*The input:*
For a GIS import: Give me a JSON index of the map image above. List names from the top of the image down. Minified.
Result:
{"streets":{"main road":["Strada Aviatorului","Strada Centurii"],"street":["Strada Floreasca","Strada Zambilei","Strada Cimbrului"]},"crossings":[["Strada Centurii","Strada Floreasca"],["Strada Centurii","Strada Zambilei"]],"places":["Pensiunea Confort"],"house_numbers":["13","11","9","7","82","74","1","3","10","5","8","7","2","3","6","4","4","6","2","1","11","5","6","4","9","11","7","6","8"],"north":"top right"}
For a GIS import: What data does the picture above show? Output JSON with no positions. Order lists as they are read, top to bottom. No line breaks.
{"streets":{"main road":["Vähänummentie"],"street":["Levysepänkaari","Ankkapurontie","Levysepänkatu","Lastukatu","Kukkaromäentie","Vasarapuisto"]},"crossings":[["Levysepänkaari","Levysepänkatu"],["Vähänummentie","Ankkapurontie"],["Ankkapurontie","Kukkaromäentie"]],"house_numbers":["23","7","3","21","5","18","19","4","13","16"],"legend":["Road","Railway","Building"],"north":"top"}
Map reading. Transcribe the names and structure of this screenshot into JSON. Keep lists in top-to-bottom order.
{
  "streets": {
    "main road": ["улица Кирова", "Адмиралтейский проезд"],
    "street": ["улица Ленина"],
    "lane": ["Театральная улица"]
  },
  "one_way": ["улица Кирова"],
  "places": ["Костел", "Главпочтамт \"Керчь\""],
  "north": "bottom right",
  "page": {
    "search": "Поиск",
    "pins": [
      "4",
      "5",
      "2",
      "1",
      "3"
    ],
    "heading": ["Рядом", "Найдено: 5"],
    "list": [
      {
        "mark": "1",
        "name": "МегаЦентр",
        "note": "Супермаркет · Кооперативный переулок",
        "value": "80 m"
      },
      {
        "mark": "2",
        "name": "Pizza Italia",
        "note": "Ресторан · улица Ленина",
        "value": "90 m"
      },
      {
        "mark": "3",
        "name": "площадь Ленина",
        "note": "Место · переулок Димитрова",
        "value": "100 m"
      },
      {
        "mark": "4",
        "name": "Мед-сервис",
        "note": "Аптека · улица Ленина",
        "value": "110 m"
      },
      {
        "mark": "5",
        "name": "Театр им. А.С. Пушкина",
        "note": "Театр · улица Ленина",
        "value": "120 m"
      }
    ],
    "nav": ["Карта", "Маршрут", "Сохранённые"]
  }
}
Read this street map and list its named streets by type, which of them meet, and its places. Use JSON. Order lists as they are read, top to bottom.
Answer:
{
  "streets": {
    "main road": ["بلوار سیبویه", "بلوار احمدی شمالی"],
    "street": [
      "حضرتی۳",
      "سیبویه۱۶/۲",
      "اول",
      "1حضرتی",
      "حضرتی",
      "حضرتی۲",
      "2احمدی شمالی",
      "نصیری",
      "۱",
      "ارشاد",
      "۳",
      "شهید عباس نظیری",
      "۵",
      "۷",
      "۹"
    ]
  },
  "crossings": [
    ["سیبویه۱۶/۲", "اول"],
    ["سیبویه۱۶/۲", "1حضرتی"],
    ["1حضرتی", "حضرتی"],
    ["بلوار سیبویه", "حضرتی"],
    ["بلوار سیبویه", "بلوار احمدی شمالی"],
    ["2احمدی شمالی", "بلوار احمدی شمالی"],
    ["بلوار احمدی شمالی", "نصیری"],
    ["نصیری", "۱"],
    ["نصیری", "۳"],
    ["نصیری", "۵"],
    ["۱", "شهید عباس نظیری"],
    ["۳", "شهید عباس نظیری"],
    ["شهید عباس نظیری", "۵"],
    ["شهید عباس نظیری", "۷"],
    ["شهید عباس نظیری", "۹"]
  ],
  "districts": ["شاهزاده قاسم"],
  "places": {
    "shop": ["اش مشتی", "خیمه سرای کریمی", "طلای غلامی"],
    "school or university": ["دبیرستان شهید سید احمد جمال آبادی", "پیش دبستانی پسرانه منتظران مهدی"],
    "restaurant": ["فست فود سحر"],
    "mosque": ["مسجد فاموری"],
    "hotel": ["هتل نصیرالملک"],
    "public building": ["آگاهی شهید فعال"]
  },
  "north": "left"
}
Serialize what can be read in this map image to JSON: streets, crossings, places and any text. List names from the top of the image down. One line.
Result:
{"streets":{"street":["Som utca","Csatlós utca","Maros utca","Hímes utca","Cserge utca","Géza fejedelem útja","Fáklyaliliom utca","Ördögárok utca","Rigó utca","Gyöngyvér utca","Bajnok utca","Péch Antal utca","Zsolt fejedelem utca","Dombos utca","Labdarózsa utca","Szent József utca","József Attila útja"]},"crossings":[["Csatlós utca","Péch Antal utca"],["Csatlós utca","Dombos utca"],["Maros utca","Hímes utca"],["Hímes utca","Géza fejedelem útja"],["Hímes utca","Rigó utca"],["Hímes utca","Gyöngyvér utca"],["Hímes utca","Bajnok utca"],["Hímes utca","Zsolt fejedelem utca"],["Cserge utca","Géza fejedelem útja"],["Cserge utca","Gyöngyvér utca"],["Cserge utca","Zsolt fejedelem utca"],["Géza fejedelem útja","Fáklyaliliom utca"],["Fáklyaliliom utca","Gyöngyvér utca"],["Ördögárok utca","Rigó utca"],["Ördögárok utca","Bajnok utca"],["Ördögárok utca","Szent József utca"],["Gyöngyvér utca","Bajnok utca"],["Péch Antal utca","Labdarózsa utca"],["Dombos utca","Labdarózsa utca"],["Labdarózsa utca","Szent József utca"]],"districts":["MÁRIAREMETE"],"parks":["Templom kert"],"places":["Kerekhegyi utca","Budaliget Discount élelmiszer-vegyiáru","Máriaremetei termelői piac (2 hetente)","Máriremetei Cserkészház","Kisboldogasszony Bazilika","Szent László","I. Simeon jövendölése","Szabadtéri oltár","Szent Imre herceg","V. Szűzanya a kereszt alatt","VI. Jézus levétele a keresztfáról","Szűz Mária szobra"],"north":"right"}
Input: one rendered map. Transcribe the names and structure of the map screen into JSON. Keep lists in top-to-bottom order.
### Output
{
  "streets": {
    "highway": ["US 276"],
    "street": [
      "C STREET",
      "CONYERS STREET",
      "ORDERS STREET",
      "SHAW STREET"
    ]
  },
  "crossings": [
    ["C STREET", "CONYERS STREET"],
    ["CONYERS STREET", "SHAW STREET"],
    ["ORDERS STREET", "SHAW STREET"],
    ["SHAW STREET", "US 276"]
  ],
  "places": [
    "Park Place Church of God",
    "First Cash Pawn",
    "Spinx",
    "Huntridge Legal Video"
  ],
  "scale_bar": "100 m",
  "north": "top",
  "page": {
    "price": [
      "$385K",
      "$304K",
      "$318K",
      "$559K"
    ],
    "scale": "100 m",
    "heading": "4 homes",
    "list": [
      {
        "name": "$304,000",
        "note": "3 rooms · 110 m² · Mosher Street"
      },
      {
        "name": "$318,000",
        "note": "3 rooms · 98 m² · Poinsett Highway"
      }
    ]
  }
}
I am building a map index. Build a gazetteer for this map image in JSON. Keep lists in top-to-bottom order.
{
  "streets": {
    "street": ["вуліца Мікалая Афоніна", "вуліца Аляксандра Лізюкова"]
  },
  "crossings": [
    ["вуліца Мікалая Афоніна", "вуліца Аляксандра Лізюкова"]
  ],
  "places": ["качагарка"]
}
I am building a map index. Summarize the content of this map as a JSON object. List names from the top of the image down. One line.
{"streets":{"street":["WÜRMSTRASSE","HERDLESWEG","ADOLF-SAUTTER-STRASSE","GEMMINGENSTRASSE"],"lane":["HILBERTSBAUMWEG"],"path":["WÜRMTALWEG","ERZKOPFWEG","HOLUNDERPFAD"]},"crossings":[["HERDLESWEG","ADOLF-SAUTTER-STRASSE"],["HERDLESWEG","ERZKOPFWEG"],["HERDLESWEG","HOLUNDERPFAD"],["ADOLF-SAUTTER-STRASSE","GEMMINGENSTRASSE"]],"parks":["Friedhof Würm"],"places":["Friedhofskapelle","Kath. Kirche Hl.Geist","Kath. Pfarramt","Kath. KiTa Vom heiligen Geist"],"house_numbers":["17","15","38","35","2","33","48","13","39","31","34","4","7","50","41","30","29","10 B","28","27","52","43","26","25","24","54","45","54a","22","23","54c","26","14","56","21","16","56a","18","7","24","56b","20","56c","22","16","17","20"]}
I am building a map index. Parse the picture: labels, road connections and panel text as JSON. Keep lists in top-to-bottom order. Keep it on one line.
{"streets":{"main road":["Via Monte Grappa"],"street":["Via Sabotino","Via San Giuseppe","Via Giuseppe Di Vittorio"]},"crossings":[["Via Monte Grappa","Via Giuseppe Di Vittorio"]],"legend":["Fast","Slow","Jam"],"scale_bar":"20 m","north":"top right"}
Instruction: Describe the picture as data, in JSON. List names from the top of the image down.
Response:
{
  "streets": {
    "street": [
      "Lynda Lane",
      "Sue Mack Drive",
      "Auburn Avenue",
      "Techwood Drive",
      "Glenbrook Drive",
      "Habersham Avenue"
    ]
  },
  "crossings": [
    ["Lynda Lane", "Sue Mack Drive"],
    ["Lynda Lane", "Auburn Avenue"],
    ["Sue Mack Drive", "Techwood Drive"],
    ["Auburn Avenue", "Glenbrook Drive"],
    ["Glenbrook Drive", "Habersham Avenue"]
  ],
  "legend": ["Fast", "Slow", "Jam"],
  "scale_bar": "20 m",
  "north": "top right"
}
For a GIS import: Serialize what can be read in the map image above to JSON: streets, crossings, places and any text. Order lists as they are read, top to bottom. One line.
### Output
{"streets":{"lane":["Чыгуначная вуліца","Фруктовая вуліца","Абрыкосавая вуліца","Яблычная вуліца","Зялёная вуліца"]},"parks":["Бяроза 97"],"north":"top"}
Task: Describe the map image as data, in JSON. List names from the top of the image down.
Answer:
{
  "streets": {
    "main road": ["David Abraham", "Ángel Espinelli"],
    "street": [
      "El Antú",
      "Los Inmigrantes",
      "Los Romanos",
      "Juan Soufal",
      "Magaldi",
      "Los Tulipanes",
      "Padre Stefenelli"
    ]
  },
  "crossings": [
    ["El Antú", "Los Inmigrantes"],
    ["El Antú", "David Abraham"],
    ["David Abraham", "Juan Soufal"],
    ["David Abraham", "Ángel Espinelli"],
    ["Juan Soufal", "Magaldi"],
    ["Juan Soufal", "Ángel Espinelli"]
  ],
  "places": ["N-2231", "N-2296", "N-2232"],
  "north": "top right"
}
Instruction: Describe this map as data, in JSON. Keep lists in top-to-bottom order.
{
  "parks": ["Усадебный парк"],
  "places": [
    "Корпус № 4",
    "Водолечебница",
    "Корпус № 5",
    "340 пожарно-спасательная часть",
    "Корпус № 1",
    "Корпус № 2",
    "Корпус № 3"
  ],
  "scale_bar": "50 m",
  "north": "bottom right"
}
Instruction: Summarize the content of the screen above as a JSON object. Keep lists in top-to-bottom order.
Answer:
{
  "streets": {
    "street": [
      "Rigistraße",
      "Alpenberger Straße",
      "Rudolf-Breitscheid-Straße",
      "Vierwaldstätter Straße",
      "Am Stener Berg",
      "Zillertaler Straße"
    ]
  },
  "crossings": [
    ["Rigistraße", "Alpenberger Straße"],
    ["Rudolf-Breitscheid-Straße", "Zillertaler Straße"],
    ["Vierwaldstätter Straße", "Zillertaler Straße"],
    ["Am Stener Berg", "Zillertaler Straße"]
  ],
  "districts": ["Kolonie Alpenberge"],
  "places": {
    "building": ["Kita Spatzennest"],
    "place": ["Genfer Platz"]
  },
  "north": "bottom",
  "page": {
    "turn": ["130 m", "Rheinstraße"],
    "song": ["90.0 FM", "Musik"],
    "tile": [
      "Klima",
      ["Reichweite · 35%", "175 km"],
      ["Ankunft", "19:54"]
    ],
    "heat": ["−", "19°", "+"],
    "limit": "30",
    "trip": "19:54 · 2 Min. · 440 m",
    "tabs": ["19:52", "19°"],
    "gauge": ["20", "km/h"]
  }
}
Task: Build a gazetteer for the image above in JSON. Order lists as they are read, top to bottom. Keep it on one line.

*Exercise objective:*
Reproduce exactly, and only, the part of the listing above that begins at the line with "I am building a map index. Summarize" and goes on through the line with "For a GIS import: Serialize".

*Written solution:*
I am building a map index. Summarize the content of this map as a JSON object. List names from the top of the image down. One line.
{"streets":{"street":["WÜRMSTRASSE","HERDLESWEG","ADOLF-SAUTTER-STRASSE","GEMMINGENSTRASSE"],"lane":["HILBERTSBAUMWEG"],"path":["WÜRMTALWEG","ERZKOPFWEG","HOLUNDERPFAD"]},"crossings":[["HERDLESWEG","ADOLF-SAUTTER-STRASSE"],["HERDLESWEG","ERZKOPFWEG"],["HERDLESWEG","HOLUNDERPFAD"],["ADOLF-SAUTTER-STRASSE","GEMMINGENSTRASSE"]],"parks":["Friedhof Würm"],"places":["Friedhofskapelle","Kath. Kirche Hl.Geist","Kath. Pfarramt","Kath. KiTa Vom heiligen Geist"],"house_numbers":["17","15","38","35","2","33","48","13","39","31","34","4","7","50","41","30","29","10 B","28","27","52","43","26","25","24","54","45","54a","22","23","54c","26","14","56","21","16","56a","18","7","24","56b","20","56c","22","16","17","20"]}
I am building a map index. Parse the picture: labels, road connections and panel text as JSON. Keep lists in top-to-bottom order. Keep it on one line.
{"streets":{"main road":["Via Monte Grappa"],"street":["Via Sabotino","Via San Giuseppe","Via Giuseppe Di Vittorio"]},"crossings":[["Via Monte Grappa","Via Giuseppe Di Vittorio"]],"legend":["Fast","Slow","Jam"],"scale_bar":"20 m","north":"top right"}
Instruction: Describe the picture as data, in JSON. List names from the top of the image down.
Response:
{
  "streets": {
    "street": [
      "Lynda Lane",
      "Sue Mack Drive",
      "Auburn Avenue",
      "Techwood Drive",
      "Glenbrook Drive",
      "Habersham Avenue"
    ]
  },
  "crossings": [
    ["Lynda Lane", "Sue Mack Drive"],
    ["Lynda Lane", "Auburn Avenue"],
    ["Sue Mack Drive", "Techwood Drive"],
    ["Auburn Avenue", "Glenbrook Drive"],
    ["Glenbrook Drive", "Habersham Avenue"]
  ],
  "legend": ["Fast", "Slow", "Jam"],
  "scale_bar": "20 m",
  "north": "top right"
}
For a GIS import: Serialize what can be read in the map image above to JSON: streets, crossings, places and any text. Order lists as they are read, top to bottom. One line.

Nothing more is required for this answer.